1941—Tuskegee Airmen Take Flight
During World War II, the 99th Pursuit Squadron, aka the Tuskegee Airmen, is activated. The group is the first all-black unit of the Army Air Corp, and serves with distinction in Africa, Italy, Germany and other areas. In March 2007 the surviving airmen and the widows of those who had died received Congressional Gold Medals for their service.
March 18
1906—First Airplane Flight in Europe
Romanian designer Traian Vuia flies twelve meters outside Paris in a self-propelled airplane, taking off without the aid of tractors or cables, and thus becomes the first person to fly a self-propelled, heavier-than-air aircraft. Because his craft was not a glider, and did not need to be pulled, catapulted or otherwise assisted, it is considered by some historians to be the first true airplane.

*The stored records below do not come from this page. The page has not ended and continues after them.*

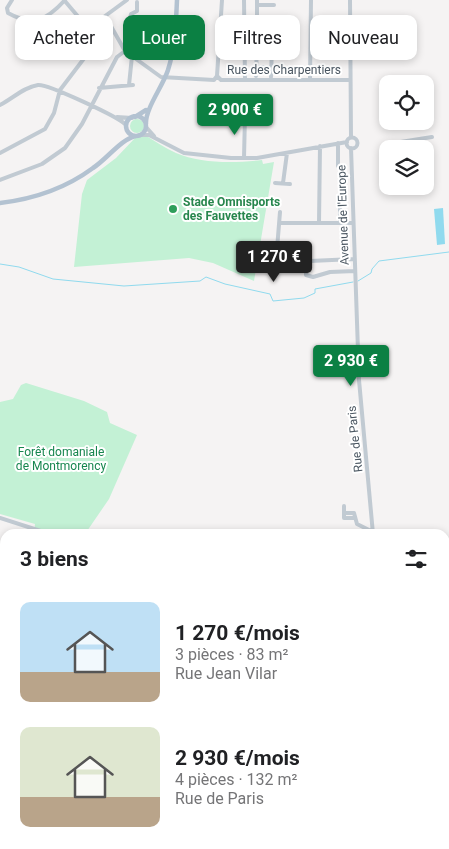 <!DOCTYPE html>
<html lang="fr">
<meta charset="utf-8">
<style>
body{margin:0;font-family:Roboto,sans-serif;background:#f6f6f6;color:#202124;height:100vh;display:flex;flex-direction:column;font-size:19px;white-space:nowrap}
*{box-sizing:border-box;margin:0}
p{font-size:16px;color:#757577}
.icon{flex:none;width:28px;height:28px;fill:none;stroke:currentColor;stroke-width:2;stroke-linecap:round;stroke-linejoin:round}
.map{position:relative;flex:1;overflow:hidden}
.panel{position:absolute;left:0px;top:529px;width:450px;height:321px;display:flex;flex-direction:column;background:#fff;border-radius:15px 15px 0 0;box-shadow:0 2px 8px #0003}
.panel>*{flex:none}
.banner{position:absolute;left:15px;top:15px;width:420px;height:45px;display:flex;gap:10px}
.fabs{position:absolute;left:379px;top:75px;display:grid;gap:10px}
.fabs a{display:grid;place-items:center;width:55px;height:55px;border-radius:10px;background:#fff;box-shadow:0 2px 8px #0003;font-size:25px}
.price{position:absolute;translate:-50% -42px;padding:0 11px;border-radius:5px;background:#0b8043;color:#fff;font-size:16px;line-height:32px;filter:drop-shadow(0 1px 2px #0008)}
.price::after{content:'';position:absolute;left:50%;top:30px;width:15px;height:11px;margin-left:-8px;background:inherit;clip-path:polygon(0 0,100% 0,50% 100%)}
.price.active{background:#222;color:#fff}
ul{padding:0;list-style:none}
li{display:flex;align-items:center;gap:15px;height:125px;padding:0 20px}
li span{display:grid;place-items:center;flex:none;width:140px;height:100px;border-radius:10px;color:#555}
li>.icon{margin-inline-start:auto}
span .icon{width:60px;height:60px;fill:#fffc;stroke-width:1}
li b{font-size:21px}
h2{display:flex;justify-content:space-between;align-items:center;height:60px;padding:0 20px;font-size:21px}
.pill{padding:0 18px;border-radius:10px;background:#fff;box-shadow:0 2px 8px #0003;font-size:18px;line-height:45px}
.pill.active{background:#0b8043;color:#fff}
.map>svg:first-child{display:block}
.green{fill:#c3f1d5}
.water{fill:#90daee}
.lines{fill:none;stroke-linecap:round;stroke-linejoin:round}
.stream{stroke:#90daee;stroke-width:1}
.highway-casing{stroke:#7690ad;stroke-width:6}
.minor{stroke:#c1cad2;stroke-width:4}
.major{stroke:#b3c2d1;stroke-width:4.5}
.highway{stroke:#8ba5c1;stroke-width:5}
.leisure-dot{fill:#2e9e5b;stroke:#fff;stroke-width:2}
.labels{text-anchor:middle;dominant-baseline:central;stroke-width:4;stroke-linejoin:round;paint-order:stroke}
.street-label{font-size:12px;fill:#4a5661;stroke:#fff}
.leisure-label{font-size:12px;font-weight:bold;fill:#27864d;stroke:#fff;text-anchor:start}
.park-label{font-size:12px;fill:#17864f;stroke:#fff}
</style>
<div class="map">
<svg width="449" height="849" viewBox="0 0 449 849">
<rect width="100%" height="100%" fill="#f5f3f3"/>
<!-- green -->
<path class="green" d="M130 126a7 7 0 1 1 14 0a7 7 0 1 1-14 0Z
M145,135c10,6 20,13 31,18 25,11 60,10 86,7l1,4 11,-2 -20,119 -41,-18 -24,-5 -115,9 8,-73 5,-14 29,-22 19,-20z
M26,383l58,18 23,11 3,11 27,12 -28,64 -24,35h-51l1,-10 -35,-10v-112l13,-3 8,-14z
M0,654l5,5v112l-3,4h-2z
M66,845h34l-2,4h-24z"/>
<!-- water -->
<path class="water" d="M443,208l2,36 -8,1 -3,-36z"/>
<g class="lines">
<!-- stream -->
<path class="stream" d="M0,264l19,3 34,12 71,7 76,-5 6,-4 19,7 45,10 3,7 31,-3 11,-5v-4l38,-7
M358,281l13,-8 1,-4 7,-8 70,-9
M306,845l2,4"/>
<defs>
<path id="highway" d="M445,589l4,-1
M445,727l4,-23
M445,736l2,-11
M445,757l4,-19
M421,849l1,-4
M426,849l1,-4"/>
</defs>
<!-- highway casing -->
<use href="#highway" class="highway-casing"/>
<!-- minor -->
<path class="minor" d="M12,0l-5,8 1,5c25,14 39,7 57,-13
M64,0l17,20 7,3 13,-4 26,-19
M244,0l1,80
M350,0l1,137
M257,5h17
M220,20l4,2h21
M40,21l13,24
M108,21l17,30 36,26 53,3 3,-4 4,4h129
M257,30h18
M257,39v-39
M129,41l3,-9 -4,-7 3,-11 6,-3v-9
M245,43h12l-1,33
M53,45l28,-25
M125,51l3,-9h5l-2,13
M49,58l4,-13
M257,67l14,1
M217,76l5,-76
M271,77l1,-30
M310,80l1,-80
M129,85l3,-29
M99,88l34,-3
M0,105c12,-6 24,-18 38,-20 10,-1 81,32 88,40
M228,115h30
M117,117l15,1
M146,127l8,9
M139,135h10l35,18 47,5h26l90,-16
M346.5 143a5.5 5.5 0 1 1 11 0a5.5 5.5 0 1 1-11 0Z
M338,143v23
M388,144l44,-7
M351,148l8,232 14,154
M0,153l45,-24 9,-16 6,-23 35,-46 -3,-4
M244,158l1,-43
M0,180l42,-16 23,-16 17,-24 35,-67 8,-6
M275,183l15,1
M283,183l4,-30
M340,203v20
M280,223h73
M319,223l1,-77
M277,249l-5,3 -2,16 6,5 5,-5 1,-13 -5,-6 3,-37
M354,259l-44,2 -4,2v12l7,2 17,-5 25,-1
M344,506v12h11
M344,513h10l3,11 16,8
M0,518l50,16
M0,651l5,5
M61,845l6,4
M212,845l1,4
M400,845v4
M4,849l4,-4
M100,849l1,-4
M355,849v-3"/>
<!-- major -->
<path class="major" d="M126 126a10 10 0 1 1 20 0a10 10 0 1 1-20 0Z
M135,117l11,-7
M146,124c-1,-15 17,-38 22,-54 7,-22 8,-46 9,-70
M0,203c34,-4 66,-15 93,-35 14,-9 28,-29 43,-32"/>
<!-- highway -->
<use href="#highway" class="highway"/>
</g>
<!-- markers -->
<circle class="leisure-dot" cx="173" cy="209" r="5"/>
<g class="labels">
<!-- street labels -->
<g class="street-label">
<text x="284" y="70">Rue des Charpentiers</text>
<text transform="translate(343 215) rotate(-92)">Avenue de l'Europe</text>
<text transform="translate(355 439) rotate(-96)">Rue de Paris</text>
</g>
<!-- leisure labels -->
<g class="leisure-label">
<text x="183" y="202">Stade Omnisports<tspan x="183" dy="14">des Fauvettes</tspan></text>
</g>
<!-- park labels -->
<g class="park-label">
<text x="61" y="452">Forêt domaniale<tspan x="61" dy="14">de Montmorency</tspan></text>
</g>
</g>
</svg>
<div class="fabs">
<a><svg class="icon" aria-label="locate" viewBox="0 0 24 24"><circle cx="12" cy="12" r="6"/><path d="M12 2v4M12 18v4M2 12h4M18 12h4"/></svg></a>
<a><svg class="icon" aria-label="layers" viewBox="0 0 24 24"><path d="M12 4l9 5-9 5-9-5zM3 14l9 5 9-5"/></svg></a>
</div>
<b class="price" style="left:235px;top:136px">2 900 €</b>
<b class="price active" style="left:274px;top:283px">1 270 €</b>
<b class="price" style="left:351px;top:387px">2 930 €</b>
<div class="banner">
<a class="pill">Acheter</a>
<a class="pill active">Louer</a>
<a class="pill">Filtres</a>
<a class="pill">Nouveau</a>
</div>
<section class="panel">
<h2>3 biens<svg class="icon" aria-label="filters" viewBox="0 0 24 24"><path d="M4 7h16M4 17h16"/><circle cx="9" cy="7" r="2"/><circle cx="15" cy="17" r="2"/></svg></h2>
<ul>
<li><span style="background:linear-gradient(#bfe0f5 70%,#b9a48a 0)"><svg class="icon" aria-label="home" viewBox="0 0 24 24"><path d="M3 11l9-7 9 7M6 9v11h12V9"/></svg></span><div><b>1 270 €/mois</b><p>3 pièces · 83 m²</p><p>Rue Jean Vilar</p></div></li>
<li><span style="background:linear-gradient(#dfe7d0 70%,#b9a48a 0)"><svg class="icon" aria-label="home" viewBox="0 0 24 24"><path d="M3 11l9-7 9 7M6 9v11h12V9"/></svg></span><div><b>2 930 €/mois</b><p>4 pièces · 132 m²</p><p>Rue de Paris</p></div></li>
</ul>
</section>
</div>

1965—Leonov Walks in Space
Soviet cosmonaut Aleksei Leonov leaves his spacecraft the Voskhod 2 for twelve minutes. At the end of that time Leonov's spacesuit had inflated in the vacuum of space to the point where he could not re-enter Voskhod's airlock. He opened a valve to allow some of the suit's pressure to bleed off, was barely able to get back inside the capsule, and in so doing became the first person to complete a spacewalk.
March 17
1966—Missing Nuke Found
Off the coast of Spain in the Mediterranean, the deep submergence vehicle Alvin locates a missing American hydrogen bomb. The 1.45-megaton nuke had been lost by the U.S. Air Force during a midair accident over Palomares, Spain. It was found resting in nearly three-thousand feet of water and was raised intact on 7 April.